I was pretty excited to see what Riot’s follow-up to Mechs v. Minions would be. Unfortunately, Tellstones is not much of a successor. Tellstones is, ultimately, a game of memory, the ability to assess your opponent’s memory, and patience. If you remember which discs are where and remain patient, you can’t lose. Winning requires either (1) accurately assessing that your opponent doesn’t remember something; or (2) your opponent running out of patience and challenging or boasting, allowing you to score/win. There isn’t really anything else to it. Maybe in a trailer you can pitch the notion that the game involves a high-stakes battle of bluffing, but what’s going on is, at best, distraction – can you maybe distract your opponent so that they forget what a disc is? In practice, this ended up mostly being annoying (or, at least, my opponents certainly thought so when I tried to get into the ‘spirit’ of the game). It also takes a long time, if the players’ memory skills are honed – you’re not going to distract someone enough in the minute after they last saw a disc. When we played Tellstones, this resulted everything dragging. There isn’t much to the actual gameplay – just swapping around discs isn’t exciting – and yet you’re forced to sit through it until someone gets tired of it and boasts even though they know that the opponent will probably just win. I mean, theoretically you could just sit through it until someone actually forgets, but one of the players always got tired of the game and boasted before it got to that point. But good memory or bad memory, it’s memory that’s the ultimate skill here. I’m looking forward to seeing what Riot Tabletop does next, but we just didn’t have fun playing this one.
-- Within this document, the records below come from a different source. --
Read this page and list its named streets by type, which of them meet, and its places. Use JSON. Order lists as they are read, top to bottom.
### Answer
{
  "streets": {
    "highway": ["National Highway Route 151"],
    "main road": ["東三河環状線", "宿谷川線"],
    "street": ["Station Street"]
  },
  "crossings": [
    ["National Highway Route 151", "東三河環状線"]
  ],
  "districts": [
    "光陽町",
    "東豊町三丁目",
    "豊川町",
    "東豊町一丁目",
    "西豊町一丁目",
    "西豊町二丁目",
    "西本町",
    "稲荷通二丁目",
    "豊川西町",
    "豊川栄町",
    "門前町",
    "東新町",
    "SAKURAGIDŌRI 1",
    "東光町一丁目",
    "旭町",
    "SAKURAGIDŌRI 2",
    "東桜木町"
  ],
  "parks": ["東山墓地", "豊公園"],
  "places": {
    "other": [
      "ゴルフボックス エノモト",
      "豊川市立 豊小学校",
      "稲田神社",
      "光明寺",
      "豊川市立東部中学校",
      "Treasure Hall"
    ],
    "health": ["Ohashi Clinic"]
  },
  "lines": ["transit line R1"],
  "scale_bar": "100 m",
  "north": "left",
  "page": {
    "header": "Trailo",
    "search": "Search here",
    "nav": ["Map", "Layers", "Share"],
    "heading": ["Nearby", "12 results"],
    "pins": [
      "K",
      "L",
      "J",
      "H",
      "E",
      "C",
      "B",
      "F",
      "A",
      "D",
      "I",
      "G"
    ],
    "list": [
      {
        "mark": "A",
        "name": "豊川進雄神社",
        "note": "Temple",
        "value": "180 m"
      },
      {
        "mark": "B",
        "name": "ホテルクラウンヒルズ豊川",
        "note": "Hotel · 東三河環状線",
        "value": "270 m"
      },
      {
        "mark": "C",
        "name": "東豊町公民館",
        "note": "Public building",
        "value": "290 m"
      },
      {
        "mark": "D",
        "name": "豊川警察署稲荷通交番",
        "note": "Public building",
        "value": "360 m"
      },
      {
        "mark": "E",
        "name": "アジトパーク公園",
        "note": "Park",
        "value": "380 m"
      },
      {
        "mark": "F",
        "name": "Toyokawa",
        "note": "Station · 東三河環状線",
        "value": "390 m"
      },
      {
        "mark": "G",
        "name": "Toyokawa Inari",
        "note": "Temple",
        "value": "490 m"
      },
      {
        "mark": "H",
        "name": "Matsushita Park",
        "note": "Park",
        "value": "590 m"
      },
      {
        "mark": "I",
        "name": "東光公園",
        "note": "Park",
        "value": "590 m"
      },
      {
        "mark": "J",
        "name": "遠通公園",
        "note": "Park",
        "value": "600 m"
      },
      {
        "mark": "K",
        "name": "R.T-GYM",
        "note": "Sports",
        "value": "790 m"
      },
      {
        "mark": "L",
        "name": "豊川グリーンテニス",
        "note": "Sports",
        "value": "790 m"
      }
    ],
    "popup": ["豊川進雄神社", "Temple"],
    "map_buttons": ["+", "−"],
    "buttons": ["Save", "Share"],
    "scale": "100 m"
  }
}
Tellstones: King’s Gambit is presented as the Damacian version of a game played across Runeterra. So maybe it has a place in the collection of a hardcore League of Legends enthusiast (you can pick up Tellstones in the League of Legends merch shop). Personally, I would rather splash out for a K/DA BLADES Light Stick and play some more Mechs v. Minions.
Promotional consideration was provided in the form of a review copy.